▸ **Try it**
Scan the entries for the word "fabs" and return every line that has it.
# # # # #
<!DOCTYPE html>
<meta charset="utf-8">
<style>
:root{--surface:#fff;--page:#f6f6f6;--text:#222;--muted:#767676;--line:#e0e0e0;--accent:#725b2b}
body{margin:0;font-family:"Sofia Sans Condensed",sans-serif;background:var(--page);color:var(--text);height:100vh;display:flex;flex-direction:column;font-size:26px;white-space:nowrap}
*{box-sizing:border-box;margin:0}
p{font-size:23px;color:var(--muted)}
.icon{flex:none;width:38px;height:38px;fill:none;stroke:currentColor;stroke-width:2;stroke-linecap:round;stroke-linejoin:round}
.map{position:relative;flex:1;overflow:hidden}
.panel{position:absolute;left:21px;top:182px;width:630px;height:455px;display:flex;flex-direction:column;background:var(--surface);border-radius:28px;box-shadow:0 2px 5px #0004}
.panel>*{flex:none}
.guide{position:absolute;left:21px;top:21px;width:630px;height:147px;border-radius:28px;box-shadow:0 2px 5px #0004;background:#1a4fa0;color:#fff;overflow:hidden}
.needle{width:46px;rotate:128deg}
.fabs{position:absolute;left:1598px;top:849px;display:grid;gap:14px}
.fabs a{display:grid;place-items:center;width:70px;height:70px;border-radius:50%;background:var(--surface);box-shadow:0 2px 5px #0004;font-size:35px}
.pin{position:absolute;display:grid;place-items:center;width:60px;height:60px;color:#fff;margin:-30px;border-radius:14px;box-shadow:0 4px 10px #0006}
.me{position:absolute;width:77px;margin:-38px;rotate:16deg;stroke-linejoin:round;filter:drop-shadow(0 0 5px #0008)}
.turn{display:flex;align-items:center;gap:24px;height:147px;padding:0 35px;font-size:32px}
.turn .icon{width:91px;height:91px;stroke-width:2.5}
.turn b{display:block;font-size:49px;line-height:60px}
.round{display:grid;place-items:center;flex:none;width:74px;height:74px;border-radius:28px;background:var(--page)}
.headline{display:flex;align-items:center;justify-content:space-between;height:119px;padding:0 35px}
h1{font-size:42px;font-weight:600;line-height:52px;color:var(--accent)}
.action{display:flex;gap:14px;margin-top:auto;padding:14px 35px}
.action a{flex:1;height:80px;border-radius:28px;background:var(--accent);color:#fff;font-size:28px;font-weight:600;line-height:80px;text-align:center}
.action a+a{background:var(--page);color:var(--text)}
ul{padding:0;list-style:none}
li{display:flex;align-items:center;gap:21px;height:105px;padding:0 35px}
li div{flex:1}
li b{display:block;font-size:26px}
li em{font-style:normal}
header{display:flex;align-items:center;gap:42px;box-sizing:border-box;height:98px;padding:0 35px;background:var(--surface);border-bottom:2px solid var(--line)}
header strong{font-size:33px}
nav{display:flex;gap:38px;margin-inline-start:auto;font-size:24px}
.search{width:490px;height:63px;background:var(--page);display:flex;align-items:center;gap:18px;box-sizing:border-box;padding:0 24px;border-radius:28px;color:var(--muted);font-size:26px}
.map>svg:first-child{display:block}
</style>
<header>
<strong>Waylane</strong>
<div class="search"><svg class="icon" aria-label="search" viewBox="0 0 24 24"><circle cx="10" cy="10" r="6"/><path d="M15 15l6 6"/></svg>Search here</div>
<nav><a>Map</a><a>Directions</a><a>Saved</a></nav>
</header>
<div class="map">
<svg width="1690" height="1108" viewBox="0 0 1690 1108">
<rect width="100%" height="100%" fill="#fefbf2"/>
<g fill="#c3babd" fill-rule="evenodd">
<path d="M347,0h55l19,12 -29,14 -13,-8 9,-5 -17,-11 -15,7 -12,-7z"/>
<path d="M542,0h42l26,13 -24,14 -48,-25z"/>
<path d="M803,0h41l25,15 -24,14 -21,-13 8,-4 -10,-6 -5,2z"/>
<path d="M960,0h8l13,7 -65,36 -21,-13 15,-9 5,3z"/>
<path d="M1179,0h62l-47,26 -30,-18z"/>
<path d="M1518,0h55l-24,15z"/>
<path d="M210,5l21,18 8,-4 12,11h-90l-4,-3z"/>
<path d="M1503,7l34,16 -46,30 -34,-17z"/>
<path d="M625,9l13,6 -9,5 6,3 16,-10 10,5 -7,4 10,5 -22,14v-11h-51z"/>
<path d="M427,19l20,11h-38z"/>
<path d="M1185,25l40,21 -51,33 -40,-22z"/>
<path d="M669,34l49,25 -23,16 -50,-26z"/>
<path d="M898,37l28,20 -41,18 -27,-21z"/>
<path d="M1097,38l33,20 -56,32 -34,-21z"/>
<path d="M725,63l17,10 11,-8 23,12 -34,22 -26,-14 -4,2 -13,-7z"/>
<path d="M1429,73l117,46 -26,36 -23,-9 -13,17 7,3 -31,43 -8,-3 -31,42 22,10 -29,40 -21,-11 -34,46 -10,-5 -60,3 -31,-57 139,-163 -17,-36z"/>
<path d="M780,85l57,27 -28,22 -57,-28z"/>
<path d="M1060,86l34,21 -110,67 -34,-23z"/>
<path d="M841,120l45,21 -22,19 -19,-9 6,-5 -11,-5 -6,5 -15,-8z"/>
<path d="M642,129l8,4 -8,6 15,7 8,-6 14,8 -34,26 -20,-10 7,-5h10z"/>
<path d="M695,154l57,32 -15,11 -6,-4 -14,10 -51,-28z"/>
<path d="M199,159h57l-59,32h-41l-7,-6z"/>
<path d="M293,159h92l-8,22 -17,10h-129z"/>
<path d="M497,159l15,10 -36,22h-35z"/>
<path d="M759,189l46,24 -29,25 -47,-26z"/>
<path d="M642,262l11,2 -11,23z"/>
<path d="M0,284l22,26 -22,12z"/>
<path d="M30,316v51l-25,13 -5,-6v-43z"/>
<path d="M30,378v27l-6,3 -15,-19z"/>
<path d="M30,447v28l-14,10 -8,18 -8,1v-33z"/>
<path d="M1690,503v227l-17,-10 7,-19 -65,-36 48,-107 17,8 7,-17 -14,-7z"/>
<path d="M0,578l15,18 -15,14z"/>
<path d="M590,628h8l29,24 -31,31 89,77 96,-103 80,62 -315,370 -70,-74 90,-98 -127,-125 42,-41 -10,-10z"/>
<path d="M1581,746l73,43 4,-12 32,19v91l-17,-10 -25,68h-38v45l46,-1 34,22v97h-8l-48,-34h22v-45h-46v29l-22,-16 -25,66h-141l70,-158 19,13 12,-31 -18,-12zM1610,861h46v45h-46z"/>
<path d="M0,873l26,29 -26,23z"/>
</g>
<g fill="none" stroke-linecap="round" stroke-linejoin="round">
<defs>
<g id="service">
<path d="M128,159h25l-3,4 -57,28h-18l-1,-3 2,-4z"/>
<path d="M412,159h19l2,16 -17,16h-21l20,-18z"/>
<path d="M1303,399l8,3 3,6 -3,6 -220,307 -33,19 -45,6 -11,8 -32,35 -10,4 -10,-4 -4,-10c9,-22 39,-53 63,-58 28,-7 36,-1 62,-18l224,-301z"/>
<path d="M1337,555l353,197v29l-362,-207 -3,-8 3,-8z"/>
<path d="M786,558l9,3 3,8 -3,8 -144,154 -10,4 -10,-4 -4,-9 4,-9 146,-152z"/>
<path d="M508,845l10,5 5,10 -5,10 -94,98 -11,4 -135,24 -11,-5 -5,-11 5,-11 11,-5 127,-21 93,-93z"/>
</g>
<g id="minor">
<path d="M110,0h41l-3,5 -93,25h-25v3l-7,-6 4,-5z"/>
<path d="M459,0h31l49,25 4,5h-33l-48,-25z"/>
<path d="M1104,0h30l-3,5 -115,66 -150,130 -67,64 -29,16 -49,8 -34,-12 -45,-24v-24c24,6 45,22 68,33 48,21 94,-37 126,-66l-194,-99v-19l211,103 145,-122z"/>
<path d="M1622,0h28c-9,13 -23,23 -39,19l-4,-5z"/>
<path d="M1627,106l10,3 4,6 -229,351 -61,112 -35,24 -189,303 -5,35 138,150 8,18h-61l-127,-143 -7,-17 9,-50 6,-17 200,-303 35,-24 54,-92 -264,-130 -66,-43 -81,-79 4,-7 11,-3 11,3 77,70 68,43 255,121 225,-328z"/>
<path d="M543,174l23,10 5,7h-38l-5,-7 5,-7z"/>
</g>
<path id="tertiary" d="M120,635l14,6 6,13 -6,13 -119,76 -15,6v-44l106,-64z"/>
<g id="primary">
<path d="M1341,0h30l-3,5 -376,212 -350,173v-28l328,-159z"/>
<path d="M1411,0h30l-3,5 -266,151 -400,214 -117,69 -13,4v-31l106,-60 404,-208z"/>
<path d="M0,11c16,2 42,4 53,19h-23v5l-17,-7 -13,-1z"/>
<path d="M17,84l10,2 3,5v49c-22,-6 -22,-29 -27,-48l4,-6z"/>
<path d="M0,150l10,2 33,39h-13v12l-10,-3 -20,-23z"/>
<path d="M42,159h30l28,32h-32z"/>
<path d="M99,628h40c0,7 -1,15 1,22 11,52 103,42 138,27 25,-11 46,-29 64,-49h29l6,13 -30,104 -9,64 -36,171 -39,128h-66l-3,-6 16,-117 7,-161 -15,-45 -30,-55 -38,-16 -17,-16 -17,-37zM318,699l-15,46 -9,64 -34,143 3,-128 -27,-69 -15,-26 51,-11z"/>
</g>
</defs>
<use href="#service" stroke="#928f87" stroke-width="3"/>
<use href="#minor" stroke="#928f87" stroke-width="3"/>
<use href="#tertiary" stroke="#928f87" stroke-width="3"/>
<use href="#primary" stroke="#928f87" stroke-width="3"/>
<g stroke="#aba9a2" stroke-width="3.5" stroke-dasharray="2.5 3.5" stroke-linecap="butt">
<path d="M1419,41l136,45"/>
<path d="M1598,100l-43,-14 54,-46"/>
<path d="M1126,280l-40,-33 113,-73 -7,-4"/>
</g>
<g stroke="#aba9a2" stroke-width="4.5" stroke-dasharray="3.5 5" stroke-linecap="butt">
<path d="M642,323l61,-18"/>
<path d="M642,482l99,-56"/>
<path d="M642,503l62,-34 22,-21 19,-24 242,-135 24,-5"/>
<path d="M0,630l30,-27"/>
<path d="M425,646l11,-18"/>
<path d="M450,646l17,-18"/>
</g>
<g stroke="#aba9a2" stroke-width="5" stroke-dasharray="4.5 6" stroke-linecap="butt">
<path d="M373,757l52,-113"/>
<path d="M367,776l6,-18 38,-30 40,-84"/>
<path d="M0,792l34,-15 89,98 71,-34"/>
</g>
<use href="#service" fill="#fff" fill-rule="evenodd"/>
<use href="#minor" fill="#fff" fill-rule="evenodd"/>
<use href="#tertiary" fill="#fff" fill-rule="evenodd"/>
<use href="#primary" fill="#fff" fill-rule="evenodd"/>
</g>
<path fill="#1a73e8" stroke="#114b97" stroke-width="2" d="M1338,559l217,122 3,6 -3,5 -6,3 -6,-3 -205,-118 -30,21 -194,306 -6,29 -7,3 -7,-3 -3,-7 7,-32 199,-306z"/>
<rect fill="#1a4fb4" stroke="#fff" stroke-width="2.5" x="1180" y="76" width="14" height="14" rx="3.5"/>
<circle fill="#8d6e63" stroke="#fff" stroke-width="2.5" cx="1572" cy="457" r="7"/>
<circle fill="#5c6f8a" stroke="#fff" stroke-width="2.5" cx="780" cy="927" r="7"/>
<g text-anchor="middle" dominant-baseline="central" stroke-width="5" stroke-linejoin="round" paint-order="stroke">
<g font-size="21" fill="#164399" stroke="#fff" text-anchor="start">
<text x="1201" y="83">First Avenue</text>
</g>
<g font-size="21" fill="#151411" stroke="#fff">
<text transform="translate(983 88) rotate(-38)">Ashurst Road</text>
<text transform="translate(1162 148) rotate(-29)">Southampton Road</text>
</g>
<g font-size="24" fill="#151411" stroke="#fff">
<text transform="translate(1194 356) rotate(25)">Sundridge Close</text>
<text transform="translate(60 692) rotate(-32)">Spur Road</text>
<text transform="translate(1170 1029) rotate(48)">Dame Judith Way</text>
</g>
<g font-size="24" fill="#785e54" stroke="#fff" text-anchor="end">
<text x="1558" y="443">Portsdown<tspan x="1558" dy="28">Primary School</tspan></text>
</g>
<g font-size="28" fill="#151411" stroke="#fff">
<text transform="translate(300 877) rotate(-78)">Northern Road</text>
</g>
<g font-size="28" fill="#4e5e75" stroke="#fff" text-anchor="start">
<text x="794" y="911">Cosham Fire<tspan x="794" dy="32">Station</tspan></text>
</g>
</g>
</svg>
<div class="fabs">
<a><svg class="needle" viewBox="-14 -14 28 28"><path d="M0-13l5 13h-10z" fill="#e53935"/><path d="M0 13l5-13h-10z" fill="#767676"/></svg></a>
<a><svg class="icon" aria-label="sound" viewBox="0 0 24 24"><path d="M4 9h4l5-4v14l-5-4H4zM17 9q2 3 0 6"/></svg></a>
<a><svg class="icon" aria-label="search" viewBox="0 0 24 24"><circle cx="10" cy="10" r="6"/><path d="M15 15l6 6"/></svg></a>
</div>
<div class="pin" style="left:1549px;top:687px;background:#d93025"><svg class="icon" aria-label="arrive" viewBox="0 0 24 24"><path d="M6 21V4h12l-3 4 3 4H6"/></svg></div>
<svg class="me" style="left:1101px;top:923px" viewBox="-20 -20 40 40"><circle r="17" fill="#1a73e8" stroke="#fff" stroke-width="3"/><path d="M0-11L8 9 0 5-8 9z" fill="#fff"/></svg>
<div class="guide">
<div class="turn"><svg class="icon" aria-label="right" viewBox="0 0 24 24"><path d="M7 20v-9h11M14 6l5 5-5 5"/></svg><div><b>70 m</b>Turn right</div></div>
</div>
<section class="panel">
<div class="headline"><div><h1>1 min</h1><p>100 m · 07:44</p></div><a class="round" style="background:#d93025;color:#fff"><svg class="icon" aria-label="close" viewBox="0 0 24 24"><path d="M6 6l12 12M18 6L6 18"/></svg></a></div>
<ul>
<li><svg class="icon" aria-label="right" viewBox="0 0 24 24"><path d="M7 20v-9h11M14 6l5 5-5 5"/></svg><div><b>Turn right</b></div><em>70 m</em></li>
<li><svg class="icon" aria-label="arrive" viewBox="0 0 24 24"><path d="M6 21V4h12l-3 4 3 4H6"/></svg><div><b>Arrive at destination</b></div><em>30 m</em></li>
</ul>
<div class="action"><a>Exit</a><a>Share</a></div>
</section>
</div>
# # # # #
▸ **Reply**
.fabs{position:absolute;left:1598px;top:849px;display:grid;gap:14px}
.fabs a{display:grid;place-items:center;width:70px;height:70px;border-radius:50%;background:var(--surface);box-shadow:0 2px 5px #0004;font-size:35px}
<div class="fabs">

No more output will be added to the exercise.